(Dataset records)
-- Opening Marker --
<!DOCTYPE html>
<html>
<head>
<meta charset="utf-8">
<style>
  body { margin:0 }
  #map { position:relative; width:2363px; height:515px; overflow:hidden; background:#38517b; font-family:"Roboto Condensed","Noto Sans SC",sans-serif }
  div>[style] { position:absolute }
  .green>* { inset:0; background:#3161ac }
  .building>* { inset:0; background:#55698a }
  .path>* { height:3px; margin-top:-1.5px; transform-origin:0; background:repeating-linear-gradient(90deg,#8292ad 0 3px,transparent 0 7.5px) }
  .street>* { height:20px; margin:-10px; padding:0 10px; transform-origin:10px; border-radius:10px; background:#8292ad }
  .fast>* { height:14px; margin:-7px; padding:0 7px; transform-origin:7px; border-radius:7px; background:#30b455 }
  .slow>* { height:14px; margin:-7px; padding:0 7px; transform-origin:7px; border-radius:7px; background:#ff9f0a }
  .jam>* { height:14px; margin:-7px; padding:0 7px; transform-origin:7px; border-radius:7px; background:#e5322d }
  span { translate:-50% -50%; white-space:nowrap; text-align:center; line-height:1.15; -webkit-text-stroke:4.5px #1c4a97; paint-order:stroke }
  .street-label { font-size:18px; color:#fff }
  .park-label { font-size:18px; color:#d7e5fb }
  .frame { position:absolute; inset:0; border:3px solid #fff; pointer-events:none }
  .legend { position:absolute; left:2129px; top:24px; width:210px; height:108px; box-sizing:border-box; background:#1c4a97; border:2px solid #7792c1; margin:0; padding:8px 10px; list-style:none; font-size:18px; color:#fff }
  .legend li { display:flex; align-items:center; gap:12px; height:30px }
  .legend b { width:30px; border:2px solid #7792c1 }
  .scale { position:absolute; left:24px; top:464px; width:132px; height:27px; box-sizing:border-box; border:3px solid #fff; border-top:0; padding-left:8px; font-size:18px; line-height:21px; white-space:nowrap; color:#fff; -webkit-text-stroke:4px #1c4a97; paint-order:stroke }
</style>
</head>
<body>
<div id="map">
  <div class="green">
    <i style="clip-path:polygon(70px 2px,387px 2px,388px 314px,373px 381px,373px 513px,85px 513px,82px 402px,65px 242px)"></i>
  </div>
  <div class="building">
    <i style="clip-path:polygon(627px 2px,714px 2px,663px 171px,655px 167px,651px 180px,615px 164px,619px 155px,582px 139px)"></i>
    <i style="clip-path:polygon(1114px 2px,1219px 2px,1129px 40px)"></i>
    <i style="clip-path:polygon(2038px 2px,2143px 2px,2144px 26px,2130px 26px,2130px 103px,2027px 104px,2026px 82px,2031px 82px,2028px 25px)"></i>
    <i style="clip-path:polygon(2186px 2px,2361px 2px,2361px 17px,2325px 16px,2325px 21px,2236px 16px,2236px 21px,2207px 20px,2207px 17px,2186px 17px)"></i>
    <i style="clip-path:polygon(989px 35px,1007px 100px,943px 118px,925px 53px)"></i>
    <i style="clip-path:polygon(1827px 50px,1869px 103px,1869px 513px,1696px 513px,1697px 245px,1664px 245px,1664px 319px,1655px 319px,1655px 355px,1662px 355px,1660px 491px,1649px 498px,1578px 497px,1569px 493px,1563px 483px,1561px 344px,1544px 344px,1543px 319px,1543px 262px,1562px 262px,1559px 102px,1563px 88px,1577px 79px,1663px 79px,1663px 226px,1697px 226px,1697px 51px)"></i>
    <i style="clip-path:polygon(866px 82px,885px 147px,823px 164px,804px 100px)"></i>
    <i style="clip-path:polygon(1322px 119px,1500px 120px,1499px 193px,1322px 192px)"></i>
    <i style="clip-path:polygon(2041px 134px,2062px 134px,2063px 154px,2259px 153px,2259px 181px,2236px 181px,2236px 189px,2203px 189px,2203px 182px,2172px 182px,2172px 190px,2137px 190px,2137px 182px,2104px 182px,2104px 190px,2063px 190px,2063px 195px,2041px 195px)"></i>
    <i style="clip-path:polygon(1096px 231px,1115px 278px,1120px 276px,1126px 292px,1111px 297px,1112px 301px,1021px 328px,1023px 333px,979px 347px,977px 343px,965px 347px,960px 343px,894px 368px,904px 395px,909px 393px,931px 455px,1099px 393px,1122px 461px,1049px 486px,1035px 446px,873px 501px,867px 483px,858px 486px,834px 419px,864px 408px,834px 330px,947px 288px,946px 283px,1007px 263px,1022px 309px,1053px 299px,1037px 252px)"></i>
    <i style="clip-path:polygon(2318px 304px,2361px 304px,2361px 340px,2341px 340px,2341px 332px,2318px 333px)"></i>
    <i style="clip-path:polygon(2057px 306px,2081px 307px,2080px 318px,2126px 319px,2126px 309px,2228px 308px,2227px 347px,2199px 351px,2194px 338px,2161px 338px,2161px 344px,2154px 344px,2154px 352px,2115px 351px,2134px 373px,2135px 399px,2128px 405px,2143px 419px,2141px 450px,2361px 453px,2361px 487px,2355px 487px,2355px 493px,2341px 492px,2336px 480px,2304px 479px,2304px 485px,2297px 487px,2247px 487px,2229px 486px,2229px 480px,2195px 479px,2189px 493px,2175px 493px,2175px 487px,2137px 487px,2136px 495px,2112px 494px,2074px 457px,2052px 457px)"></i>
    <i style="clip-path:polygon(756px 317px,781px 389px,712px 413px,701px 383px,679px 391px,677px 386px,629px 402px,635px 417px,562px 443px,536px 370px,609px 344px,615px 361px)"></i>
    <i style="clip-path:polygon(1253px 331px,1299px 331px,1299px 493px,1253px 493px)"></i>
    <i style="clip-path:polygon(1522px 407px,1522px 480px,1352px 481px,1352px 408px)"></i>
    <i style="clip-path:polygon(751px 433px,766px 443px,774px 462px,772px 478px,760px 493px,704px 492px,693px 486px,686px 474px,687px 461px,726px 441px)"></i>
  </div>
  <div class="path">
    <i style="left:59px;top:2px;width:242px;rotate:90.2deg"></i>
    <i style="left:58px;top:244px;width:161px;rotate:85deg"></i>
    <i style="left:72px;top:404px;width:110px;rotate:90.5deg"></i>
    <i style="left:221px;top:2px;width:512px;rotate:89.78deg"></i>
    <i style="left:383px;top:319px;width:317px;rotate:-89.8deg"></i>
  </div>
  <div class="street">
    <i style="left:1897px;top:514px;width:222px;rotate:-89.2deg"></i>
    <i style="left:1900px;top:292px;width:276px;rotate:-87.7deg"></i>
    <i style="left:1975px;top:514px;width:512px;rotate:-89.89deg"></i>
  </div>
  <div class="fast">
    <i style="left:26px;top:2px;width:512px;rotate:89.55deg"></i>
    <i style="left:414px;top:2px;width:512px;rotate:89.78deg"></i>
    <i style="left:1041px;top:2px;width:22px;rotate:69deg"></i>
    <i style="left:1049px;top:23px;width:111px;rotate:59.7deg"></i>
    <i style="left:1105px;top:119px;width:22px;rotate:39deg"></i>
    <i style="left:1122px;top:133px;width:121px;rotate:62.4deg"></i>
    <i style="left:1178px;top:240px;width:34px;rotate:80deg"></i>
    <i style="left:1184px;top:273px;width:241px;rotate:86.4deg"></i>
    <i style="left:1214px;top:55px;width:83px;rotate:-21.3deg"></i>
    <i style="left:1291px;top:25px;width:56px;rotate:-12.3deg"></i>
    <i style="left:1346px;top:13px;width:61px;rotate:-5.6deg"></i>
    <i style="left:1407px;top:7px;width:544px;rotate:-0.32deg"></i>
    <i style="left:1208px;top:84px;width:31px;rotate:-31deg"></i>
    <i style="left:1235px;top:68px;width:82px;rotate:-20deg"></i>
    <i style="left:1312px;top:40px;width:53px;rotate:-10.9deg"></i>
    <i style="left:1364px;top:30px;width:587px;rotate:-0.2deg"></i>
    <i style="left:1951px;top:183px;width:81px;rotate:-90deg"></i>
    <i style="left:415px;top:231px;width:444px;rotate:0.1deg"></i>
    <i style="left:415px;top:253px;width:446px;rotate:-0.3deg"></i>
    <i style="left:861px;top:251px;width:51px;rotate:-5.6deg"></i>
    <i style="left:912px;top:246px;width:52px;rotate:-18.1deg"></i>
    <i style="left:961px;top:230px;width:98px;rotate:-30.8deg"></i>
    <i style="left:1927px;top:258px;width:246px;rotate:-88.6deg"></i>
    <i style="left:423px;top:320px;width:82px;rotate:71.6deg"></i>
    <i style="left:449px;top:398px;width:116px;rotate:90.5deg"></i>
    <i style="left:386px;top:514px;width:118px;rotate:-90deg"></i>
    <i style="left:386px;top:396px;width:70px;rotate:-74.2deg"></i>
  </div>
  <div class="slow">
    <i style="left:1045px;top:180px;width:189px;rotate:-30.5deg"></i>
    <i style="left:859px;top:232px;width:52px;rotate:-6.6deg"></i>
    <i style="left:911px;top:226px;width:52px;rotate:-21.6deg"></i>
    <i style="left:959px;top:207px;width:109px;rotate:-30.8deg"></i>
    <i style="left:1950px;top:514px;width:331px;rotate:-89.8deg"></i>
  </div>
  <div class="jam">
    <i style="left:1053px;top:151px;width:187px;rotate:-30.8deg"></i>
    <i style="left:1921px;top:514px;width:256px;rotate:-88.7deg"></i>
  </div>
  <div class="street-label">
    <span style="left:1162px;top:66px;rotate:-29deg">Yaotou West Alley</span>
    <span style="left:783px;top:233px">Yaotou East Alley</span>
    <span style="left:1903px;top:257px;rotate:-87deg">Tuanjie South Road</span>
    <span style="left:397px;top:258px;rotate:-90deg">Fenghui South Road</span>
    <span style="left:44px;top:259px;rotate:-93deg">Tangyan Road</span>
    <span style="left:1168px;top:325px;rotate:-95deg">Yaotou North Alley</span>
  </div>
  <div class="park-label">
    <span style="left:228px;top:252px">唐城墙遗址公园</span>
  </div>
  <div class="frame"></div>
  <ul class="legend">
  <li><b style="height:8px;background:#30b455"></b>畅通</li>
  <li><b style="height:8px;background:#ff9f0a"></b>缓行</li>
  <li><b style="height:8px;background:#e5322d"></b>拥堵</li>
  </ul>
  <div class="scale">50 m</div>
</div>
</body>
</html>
-- Closing Marker --
-- Opening Marker --
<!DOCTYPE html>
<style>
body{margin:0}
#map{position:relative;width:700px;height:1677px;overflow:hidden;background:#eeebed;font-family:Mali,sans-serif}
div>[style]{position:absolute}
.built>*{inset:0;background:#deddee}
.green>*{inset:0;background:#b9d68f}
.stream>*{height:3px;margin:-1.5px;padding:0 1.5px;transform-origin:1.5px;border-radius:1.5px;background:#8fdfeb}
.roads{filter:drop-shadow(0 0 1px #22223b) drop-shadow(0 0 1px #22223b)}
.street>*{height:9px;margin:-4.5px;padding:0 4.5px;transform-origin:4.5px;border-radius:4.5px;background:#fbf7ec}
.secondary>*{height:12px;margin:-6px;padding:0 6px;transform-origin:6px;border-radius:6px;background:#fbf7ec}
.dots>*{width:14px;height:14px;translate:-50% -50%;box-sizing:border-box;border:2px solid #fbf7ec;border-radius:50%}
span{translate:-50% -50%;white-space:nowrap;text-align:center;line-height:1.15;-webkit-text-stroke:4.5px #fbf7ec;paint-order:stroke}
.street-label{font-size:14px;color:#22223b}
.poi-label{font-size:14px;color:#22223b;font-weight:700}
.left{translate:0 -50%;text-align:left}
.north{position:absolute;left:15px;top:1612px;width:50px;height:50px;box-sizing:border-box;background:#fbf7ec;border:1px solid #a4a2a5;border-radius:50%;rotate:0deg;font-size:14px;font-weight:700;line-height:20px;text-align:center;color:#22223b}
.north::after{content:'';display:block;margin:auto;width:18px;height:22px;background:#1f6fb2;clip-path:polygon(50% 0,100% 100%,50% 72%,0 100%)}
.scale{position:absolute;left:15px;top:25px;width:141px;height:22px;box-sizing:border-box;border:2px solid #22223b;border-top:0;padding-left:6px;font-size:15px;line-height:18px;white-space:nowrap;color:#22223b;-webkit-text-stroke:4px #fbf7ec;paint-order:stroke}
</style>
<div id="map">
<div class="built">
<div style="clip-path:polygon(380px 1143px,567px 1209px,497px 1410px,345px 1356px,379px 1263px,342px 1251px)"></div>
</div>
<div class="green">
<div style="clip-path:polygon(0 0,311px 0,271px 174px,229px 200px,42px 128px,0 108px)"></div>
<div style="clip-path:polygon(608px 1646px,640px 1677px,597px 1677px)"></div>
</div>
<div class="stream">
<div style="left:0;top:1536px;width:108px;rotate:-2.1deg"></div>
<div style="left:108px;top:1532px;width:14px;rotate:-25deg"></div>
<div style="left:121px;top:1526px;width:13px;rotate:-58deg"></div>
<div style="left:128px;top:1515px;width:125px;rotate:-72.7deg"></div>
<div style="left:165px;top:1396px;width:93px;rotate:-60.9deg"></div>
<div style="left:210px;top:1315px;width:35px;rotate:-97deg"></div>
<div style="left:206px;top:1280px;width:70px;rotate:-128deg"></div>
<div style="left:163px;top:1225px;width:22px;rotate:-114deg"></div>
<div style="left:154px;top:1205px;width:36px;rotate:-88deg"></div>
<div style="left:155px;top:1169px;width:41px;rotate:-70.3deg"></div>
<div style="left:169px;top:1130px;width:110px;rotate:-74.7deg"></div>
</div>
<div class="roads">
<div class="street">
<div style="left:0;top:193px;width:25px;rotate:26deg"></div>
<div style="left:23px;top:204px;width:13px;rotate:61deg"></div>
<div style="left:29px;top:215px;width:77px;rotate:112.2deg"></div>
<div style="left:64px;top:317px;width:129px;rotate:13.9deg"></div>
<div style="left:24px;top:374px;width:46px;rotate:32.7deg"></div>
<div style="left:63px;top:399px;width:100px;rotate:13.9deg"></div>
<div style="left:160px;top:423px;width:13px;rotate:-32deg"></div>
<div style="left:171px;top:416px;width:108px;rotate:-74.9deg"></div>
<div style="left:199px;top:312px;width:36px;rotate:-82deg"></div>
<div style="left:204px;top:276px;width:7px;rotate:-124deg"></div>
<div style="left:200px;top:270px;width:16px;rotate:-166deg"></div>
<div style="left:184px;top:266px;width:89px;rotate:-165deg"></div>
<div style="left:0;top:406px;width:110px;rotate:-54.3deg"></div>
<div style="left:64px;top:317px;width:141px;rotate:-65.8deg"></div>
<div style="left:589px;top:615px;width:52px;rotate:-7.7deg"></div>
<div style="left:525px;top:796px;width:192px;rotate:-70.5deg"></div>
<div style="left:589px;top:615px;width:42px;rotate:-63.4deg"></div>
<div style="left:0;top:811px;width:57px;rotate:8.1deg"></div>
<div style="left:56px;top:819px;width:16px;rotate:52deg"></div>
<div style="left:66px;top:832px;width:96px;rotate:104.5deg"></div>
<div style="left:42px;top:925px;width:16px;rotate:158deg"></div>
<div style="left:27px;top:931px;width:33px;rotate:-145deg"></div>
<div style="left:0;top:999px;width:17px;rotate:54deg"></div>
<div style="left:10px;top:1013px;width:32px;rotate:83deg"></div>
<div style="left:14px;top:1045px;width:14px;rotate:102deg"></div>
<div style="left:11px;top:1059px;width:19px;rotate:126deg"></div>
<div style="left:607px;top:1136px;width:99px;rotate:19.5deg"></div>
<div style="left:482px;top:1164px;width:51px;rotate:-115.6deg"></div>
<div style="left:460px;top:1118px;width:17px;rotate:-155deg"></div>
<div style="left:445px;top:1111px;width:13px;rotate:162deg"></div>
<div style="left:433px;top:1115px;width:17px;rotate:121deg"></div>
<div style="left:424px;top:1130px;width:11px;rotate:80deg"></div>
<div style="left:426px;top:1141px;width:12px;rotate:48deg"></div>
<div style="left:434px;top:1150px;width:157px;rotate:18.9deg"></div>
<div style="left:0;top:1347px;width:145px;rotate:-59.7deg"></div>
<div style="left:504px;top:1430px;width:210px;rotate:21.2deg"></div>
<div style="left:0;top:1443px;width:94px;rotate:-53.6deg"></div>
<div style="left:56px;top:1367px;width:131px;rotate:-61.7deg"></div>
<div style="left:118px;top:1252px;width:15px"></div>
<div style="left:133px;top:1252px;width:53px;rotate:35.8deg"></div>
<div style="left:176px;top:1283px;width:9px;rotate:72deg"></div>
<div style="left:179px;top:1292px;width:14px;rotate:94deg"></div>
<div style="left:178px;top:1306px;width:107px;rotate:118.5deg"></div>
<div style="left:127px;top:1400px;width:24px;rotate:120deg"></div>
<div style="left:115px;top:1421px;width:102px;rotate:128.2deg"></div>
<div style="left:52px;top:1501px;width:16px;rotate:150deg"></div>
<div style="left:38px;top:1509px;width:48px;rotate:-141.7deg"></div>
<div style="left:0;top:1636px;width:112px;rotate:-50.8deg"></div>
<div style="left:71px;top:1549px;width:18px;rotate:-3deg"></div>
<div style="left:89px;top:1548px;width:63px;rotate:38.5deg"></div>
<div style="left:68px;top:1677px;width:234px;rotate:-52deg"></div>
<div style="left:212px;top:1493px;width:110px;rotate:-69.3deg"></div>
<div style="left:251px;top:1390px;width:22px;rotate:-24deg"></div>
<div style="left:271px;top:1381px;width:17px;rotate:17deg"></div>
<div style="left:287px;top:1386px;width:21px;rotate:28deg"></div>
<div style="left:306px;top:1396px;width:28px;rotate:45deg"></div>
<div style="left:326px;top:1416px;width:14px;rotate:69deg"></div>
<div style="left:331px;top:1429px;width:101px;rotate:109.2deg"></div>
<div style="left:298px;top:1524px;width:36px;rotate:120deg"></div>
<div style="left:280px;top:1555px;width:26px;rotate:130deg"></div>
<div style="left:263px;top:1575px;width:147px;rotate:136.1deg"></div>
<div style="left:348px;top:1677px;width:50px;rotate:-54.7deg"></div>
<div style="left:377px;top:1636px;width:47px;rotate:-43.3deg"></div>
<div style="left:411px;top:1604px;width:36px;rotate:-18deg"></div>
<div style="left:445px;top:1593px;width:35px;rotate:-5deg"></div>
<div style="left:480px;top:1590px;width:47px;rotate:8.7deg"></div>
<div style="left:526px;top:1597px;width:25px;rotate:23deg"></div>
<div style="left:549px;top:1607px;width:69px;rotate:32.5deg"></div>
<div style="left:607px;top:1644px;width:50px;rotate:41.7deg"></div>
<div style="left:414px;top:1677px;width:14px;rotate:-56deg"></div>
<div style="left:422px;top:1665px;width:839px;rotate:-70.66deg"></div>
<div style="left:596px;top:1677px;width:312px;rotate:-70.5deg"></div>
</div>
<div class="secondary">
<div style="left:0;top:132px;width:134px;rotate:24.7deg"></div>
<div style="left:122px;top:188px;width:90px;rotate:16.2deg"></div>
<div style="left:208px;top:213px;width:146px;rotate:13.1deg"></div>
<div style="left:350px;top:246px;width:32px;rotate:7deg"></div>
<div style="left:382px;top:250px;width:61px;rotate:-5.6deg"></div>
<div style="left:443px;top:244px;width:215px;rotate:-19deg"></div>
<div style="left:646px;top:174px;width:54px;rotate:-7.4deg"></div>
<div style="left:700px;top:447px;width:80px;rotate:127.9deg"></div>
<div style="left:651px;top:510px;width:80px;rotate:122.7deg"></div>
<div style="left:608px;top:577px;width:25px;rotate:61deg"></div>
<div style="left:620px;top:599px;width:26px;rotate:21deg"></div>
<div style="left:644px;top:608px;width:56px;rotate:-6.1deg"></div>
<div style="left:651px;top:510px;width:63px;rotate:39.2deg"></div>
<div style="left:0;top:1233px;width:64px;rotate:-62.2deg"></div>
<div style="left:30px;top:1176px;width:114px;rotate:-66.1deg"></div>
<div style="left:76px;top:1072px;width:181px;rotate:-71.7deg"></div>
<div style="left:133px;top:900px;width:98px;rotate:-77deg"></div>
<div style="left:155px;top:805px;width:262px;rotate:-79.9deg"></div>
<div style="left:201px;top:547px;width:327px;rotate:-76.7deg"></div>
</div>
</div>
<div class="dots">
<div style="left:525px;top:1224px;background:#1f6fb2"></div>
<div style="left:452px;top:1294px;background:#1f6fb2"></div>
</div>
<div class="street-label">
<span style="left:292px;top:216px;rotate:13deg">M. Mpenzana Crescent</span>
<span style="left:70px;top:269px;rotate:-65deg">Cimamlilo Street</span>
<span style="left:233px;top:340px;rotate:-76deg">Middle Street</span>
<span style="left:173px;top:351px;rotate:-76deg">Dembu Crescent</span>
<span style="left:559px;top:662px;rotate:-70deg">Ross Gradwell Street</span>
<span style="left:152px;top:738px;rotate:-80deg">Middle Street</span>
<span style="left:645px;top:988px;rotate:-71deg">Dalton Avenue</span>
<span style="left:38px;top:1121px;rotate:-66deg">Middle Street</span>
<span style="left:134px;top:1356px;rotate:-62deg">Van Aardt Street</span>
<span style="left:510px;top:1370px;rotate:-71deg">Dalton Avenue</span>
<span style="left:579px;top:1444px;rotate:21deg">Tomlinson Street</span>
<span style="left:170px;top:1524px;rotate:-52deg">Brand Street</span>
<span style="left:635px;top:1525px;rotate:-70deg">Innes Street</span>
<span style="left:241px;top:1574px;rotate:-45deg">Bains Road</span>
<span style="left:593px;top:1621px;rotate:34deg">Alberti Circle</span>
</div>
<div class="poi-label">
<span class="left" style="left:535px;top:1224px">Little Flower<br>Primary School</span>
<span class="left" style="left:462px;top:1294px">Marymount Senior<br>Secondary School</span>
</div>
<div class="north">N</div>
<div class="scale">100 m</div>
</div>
-- Closing Marker --
→ WORK ORDER:
Gather from the data above every line with the string "stream".

→ YOUR RESPONSE:
.stream>*{height:3px;margin:-1.5px;padding:0 1.5px;transform-origin:1.5px;border-radius:1.5px;background:#8fdfeb}
<div class="stream">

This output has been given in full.